How to assess new universe?

So far you used many different methods for creating new universes. But choosing, which universe represents data the best can be challenging. To help with this decision we created three different metrics for assessing universe fit to the region collections: a base-level overlap score, a region boundary score, and a likelihood score. The two first metrics can be calculated separately for each file in the collections and than summarized. To calculate them you need raw files as well as the analyzed universe. It is also necessary to choose at least one assessment metric to be calculated:

  • --overlap - to calculate base pair overlap between universe and regions in the file, number of base pair only in the universe, number of base pair only in the file, which can be used to calculate F10 score;
  • --distance - to calculate median of distance form regions in the raw file to the universe;
  • --distance-universe-to-file - to calculate median of distance form the universe to regions in the raw file;
  • --distance-flexible - to calculate median of distance form regions in the raw file to the universe taking into account universe flexibility;
  • --distance-flexible-universe-to-file - - to calculate median of distance form the universe to regions in the raw file taking into account universe flexibility.
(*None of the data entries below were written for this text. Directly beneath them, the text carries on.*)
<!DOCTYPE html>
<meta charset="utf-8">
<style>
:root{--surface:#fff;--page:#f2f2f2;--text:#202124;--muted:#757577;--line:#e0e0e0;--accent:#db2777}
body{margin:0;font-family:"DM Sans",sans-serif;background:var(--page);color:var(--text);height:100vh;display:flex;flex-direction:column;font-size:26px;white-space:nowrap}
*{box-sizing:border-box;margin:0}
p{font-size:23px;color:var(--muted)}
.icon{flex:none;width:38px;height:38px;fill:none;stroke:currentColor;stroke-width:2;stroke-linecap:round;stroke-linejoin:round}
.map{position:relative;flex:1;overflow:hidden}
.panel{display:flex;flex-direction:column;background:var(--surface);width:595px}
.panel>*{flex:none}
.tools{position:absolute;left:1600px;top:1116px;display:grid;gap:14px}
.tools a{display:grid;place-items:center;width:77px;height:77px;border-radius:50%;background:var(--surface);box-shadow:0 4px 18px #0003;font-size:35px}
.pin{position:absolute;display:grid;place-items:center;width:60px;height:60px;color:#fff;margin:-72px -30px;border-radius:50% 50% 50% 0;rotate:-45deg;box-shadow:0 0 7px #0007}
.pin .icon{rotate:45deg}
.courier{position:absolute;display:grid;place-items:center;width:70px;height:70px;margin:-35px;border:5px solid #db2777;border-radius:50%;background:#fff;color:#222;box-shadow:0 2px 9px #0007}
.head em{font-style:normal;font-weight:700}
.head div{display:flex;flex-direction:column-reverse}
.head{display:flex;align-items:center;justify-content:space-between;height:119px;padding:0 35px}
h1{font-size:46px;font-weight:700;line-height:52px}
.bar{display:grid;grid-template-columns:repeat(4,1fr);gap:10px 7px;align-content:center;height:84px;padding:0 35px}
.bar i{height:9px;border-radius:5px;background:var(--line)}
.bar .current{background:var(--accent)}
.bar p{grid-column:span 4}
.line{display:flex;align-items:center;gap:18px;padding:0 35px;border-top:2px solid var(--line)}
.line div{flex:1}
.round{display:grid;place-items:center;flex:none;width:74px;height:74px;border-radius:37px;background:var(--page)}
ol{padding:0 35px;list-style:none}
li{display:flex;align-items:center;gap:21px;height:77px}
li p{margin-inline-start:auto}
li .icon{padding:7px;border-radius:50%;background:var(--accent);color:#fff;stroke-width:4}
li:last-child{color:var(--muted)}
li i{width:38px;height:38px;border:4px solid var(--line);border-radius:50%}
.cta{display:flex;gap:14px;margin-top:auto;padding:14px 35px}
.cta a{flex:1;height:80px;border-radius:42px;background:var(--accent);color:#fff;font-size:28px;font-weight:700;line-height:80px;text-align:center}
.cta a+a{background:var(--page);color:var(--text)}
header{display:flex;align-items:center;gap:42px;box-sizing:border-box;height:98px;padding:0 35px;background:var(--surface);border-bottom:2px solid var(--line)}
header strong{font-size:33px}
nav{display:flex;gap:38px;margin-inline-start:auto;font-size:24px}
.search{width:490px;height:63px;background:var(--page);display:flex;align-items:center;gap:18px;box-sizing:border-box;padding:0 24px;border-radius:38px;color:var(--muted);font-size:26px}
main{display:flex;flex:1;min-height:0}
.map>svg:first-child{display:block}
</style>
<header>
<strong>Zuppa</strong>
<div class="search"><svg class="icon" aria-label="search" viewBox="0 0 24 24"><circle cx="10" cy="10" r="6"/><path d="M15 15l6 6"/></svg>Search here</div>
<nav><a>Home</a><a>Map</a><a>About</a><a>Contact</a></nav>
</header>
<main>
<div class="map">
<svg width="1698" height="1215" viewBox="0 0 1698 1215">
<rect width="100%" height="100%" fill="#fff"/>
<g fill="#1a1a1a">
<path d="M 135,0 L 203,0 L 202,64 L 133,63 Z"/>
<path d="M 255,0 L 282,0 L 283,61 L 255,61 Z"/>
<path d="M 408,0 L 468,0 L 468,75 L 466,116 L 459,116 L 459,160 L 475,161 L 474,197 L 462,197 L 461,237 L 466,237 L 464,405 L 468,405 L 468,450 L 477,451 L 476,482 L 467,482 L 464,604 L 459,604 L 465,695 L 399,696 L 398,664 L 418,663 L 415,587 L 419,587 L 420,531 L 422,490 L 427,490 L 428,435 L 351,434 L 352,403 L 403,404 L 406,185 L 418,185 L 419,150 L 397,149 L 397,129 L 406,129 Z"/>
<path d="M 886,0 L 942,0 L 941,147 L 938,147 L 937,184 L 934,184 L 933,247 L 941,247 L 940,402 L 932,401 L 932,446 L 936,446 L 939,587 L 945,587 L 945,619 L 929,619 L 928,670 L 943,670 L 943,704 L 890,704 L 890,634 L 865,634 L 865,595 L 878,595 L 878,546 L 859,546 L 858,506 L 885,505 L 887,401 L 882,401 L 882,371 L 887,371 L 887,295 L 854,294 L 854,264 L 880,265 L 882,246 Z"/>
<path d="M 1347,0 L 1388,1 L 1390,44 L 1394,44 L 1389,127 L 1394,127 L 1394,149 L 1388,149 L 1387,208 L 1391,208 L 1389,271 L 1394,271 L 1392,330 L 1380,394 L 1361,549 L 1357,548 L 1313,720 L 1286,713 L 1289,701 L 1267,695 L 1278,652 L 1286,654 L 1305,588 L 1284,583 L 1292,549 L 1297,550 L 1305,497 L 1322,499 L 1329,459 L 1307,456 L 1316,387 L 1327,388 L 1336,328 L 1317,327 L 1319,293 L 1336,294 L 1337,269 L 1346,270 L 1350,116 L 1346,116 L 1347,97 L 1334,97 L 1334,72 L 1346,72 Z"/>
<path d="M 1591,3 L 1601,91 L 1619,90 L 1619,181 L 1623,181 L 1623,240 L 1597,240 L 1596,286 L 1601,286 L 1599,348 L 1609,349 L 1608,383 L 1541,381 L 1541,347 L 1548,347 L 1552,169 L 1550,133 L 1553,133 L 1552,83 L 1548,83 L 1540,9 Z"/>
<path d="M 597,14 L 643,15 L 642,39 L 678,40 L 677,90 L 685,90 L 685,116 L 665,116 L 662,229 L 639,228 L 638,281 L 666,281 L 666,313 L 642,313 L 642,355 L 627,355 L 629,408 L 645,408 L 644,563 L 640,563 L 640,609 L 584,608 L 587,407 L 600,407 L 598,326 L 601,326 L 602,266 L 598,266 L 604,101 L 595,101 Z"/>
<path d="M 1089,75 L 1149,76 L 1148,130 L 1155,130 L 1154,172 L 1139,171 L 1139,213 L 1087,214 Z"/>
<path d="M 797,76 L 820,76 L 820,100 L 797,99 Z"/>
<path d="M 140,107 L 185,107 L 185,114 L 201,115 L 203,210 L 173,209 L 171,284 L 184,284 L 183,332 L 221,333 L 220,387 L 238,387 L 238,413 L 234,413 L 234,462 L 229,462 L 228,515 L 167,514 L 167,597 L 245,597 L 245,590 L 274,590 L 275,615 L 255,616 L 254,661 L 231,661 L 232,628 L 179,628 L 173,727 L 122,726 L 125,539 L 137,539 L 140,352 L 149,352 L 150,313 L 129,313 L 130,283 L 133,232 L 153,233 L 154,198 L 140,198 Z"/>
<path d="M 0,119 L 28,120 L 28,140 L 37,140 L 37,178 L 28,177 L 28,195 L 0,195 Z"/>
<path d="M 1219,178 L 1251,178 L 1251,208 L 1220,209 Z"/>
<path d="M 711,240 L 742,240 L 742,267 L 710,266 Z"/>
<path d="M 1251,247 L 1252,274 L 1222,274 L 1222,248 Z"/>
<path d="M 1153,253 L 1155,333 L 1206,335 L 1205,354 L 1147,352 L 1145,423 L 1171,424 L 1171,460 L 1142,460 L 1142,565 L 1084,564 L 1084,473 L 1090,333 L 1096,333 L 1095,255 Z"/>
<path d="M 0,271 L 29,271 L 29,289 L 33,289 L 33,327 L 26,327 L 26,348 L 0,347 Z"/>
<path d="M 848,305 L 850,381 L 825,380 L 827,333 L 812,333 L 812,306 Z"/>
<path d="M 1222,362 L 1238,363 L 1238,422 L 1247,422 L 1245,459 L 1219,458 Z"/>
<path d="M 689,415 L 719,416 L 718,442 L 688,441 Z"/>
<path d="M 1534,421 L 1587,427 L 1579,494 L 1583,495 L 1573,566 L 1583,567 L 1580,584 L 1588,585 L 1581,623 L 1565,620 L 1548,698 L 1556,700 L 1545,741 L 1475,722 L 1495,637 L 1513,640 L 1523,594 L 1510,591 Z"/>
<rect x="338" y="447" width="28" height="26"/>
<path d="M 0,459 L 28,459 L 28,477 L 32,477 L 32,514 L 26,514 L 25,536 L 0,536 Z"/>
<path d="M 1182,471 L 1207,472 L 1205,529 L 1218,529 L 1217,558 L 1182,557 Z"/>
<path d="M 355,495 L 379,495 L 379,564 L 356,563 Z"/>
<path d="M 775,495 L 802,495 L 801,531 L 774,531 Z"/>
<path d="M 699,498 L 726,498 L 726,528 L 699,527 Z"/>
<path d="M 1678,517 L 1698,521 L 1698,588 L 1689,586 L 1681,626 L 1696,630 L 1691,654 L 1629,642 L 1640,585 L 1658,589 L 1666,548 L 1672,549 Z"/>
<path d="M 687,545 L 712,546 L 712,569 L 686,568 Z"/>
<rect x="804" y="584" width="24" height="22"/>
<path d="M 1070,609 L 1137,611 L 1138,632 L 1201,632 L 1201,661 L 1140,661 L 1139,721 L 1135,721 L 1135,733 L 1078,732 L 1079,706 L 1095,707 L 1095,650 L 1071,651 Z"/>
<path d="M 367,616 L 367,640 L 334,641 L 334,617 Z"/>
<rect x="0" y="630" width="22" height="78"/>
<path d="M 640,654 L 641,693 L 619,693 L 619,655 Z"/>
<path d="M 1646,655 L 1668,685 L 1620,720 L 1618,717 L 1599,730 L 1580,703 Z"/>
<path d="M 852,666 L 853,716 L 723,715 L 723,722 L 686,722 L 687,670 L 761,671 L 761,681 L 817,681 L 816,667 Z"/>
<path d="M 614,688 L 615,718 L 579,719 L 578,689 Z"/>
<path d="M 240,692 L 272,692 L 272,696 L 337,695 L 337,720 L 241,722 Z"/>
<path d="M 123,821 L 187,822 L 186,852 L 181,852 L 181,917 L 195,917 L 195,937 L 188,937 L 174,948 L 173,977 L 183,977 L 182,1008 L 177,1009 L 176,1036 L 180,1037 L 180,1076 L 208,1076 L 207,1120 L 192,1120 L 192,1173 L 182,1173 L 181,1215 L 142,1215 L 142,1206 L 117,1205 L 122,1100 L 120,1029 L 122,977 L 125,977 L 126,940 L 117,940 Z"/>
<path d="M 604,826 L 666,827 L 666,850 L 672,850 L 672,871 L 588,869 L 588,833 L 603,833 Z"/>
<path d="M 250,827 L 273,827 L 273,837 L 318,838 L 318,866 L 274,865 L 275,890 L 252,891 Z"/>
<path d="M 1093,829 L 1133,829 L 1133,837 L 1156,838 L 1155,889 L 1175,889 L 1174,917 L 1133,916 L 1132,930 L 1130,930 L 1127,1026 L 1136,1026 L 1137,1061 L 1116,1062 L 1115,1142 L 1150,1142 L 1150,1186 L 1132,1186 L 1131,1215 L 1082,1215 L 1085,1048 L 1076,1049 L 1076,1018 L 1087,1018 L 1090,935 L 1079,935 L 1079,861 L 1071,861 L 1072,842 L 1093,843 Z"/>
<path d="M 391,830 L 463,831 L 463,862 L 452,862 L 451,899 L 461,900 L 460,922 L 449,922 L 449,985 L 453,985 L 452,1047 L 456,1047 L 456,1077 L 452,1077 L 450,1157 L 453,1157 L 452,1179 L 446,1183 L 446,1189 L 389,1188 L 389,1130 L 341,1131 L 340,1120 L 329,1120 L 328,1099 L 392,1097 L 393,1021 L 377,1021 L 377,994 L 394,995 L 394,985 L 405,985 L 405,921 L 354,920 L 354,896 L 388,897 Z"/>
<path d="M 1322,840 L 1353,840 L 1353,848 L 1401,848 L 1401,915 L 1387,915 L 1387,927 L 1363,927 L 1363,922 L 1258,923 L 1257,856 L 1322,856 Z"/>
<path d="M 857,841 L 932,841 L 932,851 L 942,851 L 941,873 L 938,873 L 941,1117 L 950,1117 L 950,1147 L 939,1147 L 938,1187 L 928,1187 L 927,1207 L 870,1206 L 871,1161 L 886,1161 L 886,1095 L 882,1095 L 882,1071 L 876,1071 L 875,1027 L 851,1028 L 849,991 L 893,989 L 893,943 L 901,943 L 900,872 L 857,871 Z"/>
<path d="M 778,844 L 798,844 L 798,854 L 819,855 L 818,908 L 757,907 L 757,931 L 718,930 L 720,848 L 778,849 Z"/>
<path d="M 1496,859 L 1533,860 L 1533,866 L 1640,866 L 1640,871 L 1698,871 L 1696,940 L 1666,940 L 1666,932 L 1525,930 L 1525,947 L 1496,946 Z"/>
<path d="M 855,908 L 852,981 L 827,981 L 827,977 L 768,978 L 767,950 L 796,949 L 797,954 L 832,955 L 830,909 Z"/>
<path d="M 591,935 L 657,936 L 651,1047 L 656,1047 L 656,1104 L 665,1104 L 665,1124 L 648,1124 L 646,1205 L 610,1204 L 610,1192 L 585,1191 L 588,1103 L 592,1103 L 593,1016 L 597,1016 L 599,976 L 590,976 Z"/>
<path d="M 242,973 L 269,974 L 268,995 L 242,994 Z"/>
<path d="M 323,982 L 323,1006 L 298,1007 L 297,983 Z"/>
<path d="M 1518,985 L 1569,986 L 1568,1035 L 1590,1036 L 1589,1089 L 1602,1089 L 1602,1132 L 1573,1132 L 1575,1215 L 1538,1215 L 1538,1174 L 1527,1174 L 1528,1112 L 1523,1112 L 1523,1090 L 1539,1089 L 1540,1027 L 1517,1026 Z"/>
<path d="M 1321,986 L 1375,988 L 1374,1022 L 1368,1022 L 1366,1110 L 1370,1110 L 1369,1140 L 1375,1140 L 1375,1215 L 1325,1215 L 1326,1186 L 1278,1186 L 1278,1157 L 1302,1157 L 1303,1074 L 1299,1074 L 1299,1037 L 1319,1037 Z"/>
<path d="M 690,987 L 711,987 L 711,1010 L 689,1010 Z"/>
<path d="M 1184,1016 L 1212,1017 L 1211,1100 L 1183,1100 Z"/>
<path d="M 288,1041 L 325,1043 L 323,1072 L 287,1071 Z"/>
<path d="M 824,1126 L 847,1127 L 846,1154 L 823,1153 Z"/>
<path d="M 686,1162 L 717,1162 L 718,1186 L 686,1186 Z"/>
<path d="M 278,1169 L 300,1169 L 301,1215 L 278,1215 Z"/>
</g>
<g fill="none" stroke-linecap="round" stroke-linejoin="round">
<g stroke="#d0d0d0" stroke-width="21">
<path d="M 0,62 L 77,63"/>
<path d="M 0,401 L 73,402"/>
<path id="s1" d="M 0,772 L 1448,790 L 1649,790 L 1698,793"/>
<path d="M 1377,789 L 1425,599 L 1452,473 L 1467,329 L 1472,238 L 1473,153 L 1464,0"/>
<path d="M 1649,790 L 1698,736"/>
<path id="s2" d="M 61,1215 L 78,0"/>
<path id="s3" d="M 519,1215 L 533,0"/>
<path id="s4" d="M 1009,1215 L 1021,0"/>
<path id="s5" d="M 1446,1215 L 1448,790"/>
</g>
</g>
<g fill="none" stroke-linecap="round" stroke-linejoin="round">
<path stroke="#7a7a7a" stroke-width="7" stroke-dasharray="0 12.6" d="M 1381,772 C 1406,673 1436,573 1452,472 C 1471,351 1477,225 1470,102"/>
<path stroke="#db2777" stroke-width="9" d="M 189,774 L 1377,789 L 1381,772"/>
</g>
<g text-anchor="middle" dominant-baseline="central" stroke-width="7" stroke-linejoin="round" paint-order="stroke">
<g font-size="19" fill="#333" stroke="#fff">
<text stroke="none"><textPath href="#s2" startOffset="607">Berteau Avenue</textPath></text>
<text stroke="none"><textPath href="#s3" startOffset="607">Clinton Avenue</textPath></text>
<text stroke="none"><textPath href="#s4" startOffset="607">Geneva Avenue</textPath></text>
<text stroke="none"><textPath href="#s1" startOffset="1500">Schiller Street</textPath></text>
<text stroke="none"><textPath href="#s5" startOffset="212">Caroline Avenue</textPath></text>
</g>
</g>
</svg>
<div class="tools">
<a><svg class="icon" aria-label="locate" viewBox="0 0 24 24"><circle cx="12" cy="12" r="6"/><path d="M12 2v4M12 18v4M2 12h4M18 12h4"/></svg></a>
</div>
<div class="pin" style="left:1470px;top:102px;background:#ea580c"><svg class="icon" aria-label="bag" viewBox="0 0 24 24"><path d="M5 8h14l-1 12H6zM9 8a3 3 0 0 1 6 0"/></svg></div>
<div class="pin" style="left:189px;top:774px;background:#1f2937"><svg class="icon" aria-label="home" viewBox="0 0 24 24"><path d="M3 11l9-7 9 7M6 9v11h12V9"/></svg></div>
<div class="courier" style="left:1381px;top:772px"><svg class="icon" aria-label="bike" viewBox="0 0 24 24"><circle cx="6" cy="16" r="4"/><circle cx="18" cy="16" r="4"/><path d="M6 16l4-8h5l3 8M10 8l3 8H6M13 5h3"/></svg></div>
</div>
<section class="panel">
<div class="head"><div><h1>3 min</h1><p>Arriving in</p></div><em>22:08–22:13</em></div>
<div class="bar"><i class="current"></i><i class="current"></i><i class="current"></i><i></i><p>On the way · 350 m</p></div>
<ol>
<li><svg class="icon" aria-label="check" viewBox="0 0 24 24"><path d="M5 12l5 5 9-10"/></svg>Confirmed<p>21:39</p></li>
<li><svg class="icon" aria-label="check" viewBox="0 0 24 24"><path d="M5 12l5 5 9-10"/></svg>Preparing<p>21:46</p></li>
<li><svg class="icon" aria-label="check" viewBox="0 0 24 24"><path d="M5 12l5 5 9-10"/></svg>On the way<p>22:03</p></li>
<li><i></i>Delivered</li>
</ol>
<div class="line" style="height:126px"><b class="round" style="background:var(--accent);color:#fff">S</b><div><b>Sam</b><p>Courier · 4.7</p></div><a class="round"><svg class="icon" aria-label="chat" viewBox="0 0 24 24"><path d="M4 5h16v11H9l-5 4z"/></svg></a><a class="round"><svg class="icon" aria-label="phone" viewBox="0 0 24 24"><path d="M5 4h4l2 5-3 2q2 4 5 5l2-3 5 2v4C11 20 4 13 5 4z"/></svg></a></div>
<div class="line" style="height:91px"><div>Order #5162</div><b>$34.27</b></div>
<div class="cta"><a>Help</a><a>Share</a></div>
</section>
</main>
Here we present an example, which calculates all possible metrics for HMM universe:

 geniml assess-universe --raw-data-folder raw/ \
 --file-list file_list.txt \
 --universe universe_hmm.bed \
 --folder-out . \
 --pref test_assess \
 --overlap \
 --distance \
 --distance-universe-to-file \
 --distance-flexible \
 --distance-flexible-universe-to-file
The resulting file is called test_assess_data.csv, and contains columns with the raw calculated metrics for each file: file, univers/file, file/universe, universe&file, median_dist_file_to_universe, median_dist_file_to_universe_flex, median_dist_universe_to_file, median_dist_universe_to_file_flex. More information about assessing fit of universe to a collection of files can be found in jupyter notebook version of this tutorial tha can be found here.